The epic battle continues


It’s McCann versus Technology. Round 85. Humor me, if you will, while I vent.

Last week I called my cellular phone carrier to change my phone number. This would seem a simple enough task since, well, the phone carrier handles exactly that sort of thing as their business. And, to be fair, they are probably very good at that kind of thing.

If you can ever actually get to a human voice.

My call was greeted by a friendly-enough digitized voice. The mysterious voice, which we’ll call Lucille, told me to be patient and listen to her entire message, since some of their options have changed. I half-listened while playing with some strange fungus below the nail of my left index finger, and was chagrined when Lucille reached the end of her spiel and there was no option to speak to a real person.

I entered the option to listen to the message again. Let’s re-cap.

“Push 1 if you would like to hear your balance; push 2 if you need to change your billing address; push 3 if you would like to purchase even more minutes a month; push 4 if you would like to talk to young girls interested in meeting a handsome guy just like you ...

Sorry, at that point my phone line got crossed with Sam Harvey’s current call.

Having got the phone lines corrected, I re-dialled my call, and was somewhat happy to once again hear the tinny and familiar voice of Lucille. This time, I thought, I’d outsmart her. When she asks if me to push “1” if I’m calling from a touch-tone phone, I’ll just play it real cool and pretend I’m on an old rotary. Certainly this would get me some real-life human interaction.

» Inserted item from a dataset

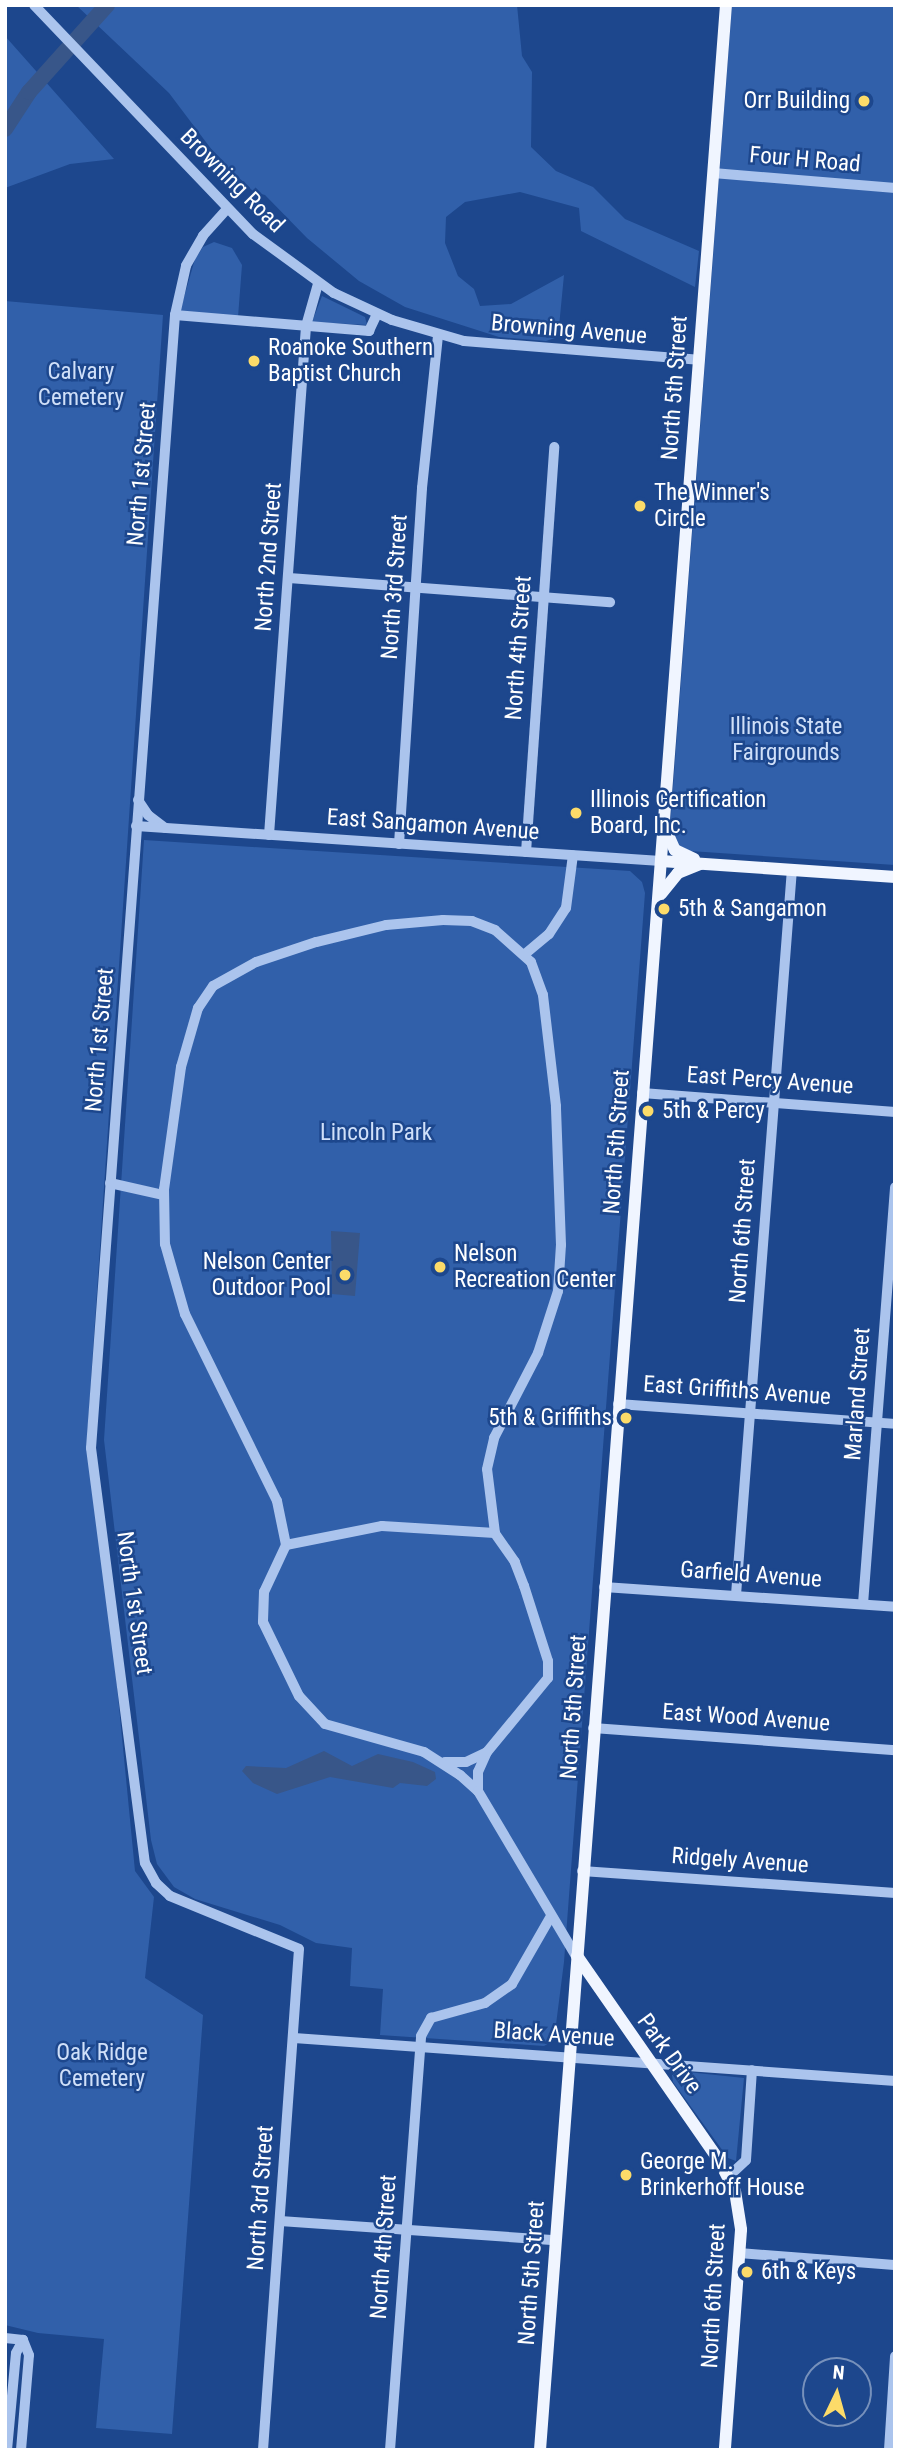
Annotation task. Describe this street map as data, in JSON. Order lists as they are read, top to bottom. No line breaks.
{"streets":{"main road":["North 5th Street","East Sangamon Avenue","North 6th Street","Park Drive"],"street":["Four H Road","Browning Road","Browning Avenue","North 1st Street","North 2nd Street","North 3rd Street","North 4th Street","East Percy Avenue","East Griffiths Avenue","Marland Street","Garfield Avenue","East Wood Avenue","Ridgely Avenue","Black Avenue"]},"crossings":[["Four H Road","North 5th Street"],["Browning Road","Browning Avenue"],["Browning Road","North 1st Street"],["Browning Road","North 2nd Street"],["Browning Road","North 3rd Street"],["Browning Avenue","North 5th Street"],["Browning Avenue","North 3rd Street"],["North 5th Street","East Sangamon Avenue"],["North 5th Street","East Percy Avenue"],["North 5th Street","East Griffiths Avenue"],["North 5th Street","Garfield Avenue"],["North 5th Street","East Wood Avenue"],["North 5th Street","Ridgely Avenue"],["North 5th Street","Black Avenue"],["North 5th Street","Park Drive"],["North 1st Street","North 3rd Street"],["North 1st Street","East Sangamon Avenue"],["North 2nd Street","East Sangamon Avenue"],["North 3rd Street","East Sangamon Avenue"],["North 3rd Street","Black Avenue"],["North 4th Street","East Sangamon Avenue"],["North 4th Street","Black Avenue"],["East Sangamon Avenue","North 6th Street"],["East Percy Avenue","North 6th Street"],["North 6th Street","East Griffiths Avenue"],["North 6th Street","Garfield Avenue"],["North 6th Street","Park Drive"],["East Griffiths Avenue","Marland Street"],["Marland Street","Garfield Avenue"],["Black Avenue","Park Drive"]],"parks":["Calvary Cemetery","Illinois State Fairgrounds","Lincoln Park","Oak Ridge Cemetery"],"places":["Orr Building","Roanoke Southern Baptist Church","The Winner's Circle","Illinois Certification Board, Inc.","5th & Sangamon","5th & Percy","Nelson Recreation Center","Nelson Center Outdoor Pool","5th & Griffiths","George M. Brinkerhoff House","6th & Keys"],"north":"top"}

“Push 1 if you are calling from a touch-tone phone.”

Silence.

“Push 1 if you are calling from a touch-tone phone.”

Tee-hee.

“Thank you. Please pay attention to our whole message, as some of our options have changed ...”

What?!

How in the world did they mistake my silence for pushing ... oh, right. There aren’t many rotary cell phones, are there?

Now, back to our story ...

Realizing my fake rotary phone idea was not going to work with a being as diabolical and crafty as Lucille, I switched into Plan B. When in doubt, push “O.”

“You have entered O,” Lucille said, with what appeared to be a devilish tone. “That is our option to hear our entire message in French. Bonjour ...”

Flustered, I hung up immediately.

Then my phone rang. It was Lucille. And she was still talking in French. In a cold sweat I managed to push “3,” and the French-speaking Lucille stopped immediately. What replaced her was even more startling. A human came on the phone.

“May I help you?”

“Yes, I’d like to change my phone number.”

“Certainly. All I need is ...”

Just like that. All my anguish and rage dissipated with the simple sound of a human voice on the other end of the phone. Within five minutes, all the proper steps were taken to change my number and all that remained was the obnoxious task of getting out my new number to the roughly 1,750 people in my phone book. Of course, most of those people I don’t even talk to anymore, and some of them would be grateful to not even know my new number so they couldn’t be expected to gratuitously call me from time to time and ...

But I digress.

Strike one more blow for the glories of humanity and add one more strike to the annals of having to deal with computerized help lines. Smug, I went home for the night and relaxed. Feeling happy with myself for my temporary technological victory, I cued up an old movie and settled down for a long winter’s night. All was quiet until the phone rang.

“Bonjour ...”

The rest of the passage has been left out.